A posição foi expressa durante o lançamento da obra “Por uma Nova Política Educativa em Cabo Verde: (Re)imaginando o Nosso Futuro”, realizado no auditório da Faculdade de Educação e Desporto (FaED), em Assomada.
Segundo o autor, o livro resulta de 36 anos de experiência profissional no sector da educação e reúne análises e propostas destinadas a melhorar a qualidade do ensino e a sua ligação ao desenvolvimento nacional.
Em declarações à imprensa, Arnaldo Brito afirmou que a publicação assenta numa reflexão crítica sobre o sistema educativo cabo-verdiano e na observação de países que alcançaram elevados níveis de desenvolvimento através de fortes investimentos na educação.
Defendeu que Cabo Verde precisa de deixar de ser apenas consumidor de conhecimento para se tornar produtor, sustentando que o desenvolvimento económico e social depende da capacidade do país gerar conhecimento e inovação.
Entre as propostas apresentadas, destacou a necessidade de substituir o modelo tradicional de ensino, centrado na transmissão e reprodução de conteúdos, por metodologias que promovam a construção do conhecimento, o pensamento crítico e a capacidade de comunicação dos alunos.
Neste contexto, defendeu uma avaliação orientada para a aprendizagem, privilegiando trabalhos de grupo e actividades que incentivem a participação activa dos estudantes.

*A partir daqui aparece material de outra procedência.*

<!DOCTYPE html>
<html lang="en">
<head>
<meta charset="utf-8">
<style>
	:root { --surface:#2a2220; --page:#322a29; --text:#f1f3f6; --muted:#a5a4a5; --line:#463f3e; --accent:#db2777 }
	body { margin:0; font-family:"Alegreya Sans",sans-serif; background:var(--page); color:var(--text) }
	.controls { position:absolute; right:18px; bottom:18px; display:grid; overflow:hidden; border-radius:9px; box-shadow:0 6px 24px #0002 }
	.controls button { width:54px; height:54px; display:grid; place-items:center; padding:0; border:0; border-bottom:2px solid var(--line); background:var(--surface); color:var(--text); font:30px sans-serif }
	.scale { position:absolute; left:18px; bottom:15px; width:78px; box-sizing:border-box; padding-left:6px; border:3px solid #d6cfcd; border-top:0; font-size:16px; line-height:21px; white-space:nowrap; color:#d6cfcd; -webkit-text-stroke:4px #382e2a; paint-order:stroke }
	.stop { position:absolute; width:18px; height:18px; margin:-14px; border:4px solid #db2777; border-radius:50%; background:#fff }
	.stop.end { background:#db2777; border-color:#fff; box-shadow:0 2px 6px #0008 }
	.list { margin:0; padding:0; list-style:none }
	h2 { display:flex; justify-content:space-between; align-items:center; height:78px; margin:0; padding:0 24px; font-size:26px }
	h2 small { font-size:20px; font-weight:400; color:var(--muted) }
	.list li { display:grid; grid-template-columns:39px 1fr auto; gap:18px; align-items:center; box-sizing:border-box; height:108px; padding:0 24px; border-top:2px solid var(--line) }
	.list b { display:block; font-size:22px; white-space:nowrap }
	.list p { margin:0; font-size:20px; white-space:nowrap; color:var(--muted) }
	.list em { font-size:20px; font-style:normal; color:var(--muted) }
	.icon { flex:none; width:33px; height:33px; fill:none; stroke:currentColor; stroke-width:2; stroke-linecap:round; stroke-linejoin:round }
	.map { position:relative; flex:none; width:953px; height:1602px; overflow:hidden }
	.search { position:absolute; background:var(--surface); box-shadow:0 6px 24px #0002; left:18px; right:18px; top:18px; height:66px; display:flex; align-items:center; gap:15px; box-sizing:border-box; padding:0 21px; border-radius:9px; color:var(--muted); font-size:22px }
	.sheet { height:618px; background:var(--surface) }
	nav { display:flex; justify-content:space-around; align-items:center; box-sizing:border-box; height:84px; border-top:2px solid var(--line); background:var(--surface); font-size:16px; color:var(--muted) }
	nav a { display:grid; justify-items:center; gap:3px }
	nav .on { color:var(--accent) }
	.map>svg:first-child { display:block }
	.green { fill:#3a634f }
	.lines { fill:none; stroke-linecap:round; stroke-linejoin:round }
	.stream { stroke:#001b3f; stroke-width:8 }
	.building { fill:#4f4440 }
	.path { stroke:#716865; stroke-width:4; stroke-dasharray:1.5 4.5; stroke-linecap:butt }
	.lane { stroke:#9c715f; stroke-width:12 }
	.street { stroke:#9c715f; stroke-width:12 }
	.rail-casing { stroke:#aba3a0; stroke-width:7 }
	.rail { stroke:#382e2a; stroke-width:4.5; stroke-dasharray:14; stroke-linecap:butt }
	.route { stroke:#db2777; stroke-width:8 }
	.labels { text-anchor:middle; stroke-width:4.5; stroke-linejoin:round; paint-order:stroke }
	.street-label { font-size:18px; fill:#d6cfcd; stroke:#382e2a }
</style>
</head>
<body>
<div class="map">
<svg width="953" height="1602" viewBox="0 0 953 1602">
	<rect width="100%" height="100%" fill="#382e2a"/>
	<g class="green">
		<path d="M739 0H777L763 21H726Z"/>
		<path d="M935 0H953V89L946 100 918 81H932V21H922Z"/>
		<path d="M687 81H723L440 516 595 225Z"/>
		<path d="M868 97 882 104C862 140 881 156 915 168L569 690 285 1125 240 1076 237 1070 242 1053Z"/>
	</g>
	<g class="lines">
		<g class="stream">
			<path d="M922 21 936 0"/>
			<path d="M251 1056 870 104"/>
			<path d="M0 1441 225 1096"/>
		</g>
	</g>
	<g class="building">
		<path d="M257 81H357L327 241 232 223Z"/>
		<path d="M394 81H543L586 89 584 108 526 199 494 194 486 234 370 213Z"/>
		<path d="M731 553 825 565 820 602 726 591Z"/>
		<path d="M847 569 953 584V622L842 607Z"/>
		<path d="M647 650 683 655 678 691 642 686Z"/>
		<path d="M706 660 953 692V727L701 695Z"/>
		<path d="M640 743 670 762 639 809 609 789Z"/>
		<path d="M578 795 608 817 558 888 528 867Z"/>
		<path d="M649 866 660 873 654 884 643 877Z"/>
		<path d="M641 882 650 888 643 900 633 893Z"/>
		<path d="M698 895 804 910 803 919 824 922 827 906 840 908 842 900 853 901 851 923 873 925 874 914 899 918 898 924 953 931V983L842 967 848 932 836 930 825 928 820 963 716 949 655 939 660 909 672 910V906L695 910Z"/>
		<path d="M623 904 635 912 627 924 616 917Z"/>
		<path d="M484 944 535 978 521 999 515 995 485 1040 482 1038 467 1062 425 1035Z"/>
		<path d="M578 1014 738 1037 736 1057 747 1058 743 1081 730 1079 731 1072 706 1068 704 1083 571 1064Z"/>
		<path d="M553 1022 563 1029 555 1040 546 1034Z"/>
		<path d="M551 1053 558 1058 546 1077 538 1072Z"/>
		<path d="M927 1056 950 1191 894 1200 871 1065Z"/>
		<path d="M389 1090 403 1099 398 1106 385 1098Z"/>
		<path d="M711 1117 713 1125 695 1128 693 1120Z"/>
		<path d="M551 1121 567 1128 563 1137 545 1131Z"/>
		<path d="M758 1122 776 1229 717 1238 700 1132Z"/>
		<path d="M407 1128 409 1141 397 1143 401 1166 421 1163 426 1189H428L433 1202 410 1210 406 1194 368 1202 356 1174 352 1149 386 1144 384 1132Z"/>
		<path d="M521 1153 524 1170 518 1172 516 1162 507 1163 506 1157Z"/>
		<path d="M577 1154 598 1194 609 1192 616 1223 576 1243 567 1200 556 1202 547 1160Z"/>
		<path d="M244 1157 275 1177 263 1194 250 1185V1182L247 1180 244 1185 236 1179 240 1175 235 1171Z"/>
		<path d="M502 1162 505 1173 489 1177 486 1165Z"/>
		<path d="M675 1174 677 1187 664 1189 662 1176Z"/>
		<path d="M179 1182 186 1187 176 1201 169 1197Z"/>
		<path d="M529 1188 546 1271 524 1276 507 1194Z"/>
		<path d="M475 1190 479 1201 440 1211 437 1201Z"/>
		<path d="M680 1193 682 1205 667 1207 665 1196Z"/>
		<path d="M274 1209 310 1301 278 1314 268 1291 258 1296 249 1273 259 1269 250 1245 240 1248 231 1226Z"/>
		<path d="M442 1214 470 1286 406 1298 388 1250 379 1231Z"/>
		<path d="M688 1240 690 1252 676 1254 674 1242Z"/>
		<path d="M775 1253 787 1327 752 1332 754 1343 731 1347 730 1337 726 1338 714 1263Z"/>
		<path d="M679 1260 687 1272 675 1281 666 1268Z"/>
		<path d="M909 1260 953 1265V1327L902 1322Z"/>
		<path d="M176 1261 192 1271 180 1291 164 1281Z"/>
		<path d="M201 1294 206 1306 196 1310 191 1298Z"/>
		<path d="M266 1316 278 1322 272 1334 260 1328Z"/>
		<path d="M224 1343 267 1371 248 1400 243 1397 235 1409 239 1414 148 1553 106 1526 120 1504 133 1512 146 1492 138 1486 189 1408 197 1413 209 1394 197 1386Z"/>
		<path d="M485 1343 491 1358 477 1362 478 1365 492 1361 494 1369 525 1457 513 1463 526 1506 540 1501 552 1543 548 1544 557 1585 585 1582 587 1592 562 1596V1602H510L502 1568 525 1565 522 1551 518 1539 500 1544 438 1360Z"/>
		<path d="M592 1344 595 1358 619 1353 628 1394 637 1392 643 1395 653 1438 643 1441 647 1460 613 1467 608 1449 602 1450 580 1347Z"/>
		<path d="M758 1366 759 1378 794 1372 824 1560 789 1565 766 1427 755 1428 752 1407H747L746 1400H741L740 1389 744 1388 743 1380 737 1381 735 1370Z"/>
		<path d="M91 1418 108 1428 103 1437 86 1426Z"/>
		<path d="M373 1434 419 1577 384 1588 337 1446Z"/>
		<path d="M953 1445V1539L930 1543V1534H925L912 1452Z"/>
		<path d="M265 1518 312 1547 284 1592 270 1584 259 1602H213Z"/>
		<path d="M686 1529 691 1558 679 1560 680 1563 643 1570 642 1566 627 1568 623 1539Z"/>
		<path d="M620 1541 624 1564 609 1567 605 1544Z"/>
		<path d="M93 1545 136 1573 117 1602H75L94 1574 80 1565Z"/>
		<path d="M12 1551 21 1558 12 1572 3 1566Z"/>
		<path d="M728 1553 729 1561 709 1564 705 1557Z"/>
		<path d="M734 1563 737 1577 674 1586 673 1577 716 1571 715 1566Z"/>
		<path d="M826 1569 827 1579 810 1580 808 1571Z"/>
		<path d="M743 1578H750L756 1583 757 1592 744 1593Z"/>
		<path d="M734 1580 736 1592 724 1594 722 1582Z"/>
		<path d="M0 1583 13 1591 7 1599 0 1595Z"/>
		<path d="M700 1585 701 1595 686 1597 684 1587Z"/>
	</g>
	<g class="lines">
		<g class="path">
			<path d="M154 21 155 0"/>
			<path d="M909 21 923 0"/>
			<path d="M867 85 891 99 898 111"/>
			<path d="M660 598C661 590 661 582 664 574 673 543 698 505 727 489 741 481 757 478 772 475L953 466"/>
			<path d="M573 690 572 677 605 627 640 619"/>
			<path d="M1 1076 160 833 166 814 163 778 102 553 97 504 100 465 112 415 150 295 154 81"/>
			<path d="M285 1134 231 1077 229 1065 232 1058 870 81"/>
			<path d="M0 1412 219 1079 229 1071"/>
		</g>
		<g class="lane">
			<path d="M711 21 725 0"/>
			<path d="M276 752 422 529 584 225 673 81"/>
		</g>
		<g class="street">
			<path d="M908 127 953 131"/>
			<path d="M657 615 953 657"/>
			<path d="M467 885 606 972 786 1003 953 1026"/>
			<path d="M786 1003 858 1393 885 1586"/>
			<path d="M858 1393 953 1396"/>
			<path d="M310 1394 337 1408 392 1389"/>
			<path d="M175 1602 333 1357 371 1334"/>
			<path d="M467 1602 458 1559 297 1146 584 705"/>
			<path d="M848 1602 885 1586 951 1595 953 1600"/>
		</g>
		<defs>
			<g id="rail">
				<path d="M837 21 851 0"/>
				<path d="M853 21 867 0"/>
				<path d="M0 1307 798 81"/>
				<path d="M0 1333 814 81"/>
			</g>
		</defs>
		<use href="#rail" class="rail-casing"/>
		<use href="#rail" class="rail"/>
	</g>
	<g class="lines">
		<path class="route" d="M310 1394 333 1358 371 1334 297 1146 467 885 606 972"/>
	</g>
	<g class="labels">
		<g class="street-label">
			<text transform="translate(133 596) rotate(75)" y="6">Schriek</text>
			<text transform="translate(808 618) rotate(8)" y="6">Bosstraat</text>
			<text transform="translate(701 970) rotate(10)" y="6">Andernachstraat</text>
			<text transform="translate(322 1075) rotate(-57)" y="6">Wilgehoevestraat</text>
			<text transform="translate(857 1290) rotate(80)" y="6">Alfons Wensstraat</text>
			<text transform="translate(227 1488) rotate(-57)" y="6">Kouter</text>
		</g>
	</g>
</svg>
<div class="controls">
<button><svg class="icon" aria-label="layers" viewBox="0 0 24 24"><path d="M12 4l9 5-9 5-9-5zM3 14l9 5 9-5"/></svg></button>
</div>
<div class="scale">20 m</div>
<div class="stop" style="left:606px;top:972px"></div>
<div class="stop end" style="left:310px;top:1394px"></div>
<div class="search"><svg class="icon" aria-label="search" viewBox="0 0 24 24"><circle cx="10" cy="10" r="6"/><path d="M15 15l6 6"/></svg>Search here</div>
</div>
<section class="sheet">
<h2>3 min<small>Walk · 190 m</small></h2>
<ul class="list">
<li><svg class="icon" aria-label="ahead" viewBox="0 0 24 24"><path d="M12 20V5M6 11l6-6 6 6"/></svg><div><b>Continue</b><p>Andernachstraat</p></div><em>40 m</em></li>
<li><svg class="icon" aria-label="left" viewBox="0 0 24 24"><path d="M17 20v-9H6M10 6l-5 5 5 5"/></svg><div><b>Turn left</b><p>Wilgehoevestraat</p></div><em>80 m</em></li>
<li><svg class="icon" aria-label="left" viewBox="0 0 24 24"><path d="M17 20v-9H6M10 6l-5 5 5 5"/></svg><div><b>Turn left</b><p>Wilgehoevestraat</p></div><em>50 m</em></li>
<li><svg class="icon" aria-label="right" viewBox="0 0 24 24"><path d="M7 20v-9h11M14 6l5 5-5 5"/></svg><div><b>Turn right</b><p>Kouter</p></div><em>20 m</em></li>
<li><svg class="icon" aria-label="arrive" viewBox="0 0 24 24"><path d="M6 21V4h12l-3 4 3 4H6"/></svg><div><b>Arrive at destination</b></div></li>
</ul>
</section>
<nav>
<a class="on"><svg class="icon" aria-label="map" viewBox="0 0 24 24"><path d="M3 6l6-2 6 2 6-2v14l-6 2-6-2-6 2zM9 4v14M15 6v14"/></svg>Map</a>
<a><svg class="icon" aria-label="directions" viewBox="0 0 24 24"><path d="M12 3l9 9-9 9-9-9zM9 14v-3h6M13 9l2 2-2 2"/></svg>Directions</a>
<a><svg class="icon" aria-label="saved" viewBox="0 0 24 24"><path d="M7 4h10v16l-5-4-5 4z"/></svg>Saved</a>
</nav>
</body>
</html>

O autor apontou ainda a necessidade de uma maior articulação entre a escola e o mercado de trabalho, defendendo a introdução de experiências práticas desde os primeiros níveis de formação, à semelhança do que acontece em países como a Alemanha, a Áustria e o Japão.
Arnaldo Brito considerou igualmente insuficiente a aposta na formação técnica e profissional, referindo que apenas uma pequena parte dos cerca de 30 mil alunos do ensino secundário frequenta escolas técnicas.
Neste sentido, defendeu o aumento da oferta de ensino técnico e profissional, através da criação de novos estabelecimentos especializados e da conversão de algumas escolas secundárias em centros de formação profissional.
A obra propõe ainda a integração do ensino pré-escolar no ensino básico e apresenta recomendações para o reforço da qualidade do ensino superior.
Na apresentação da publicação, Eleutério Afonso classificou o livro como um “manifesto político” e um documento estratégico, considerando que a obra surge num momento oportuno de debate sobre o sistema educativo nacional e apresenta propostas concretas para a sua melhoria.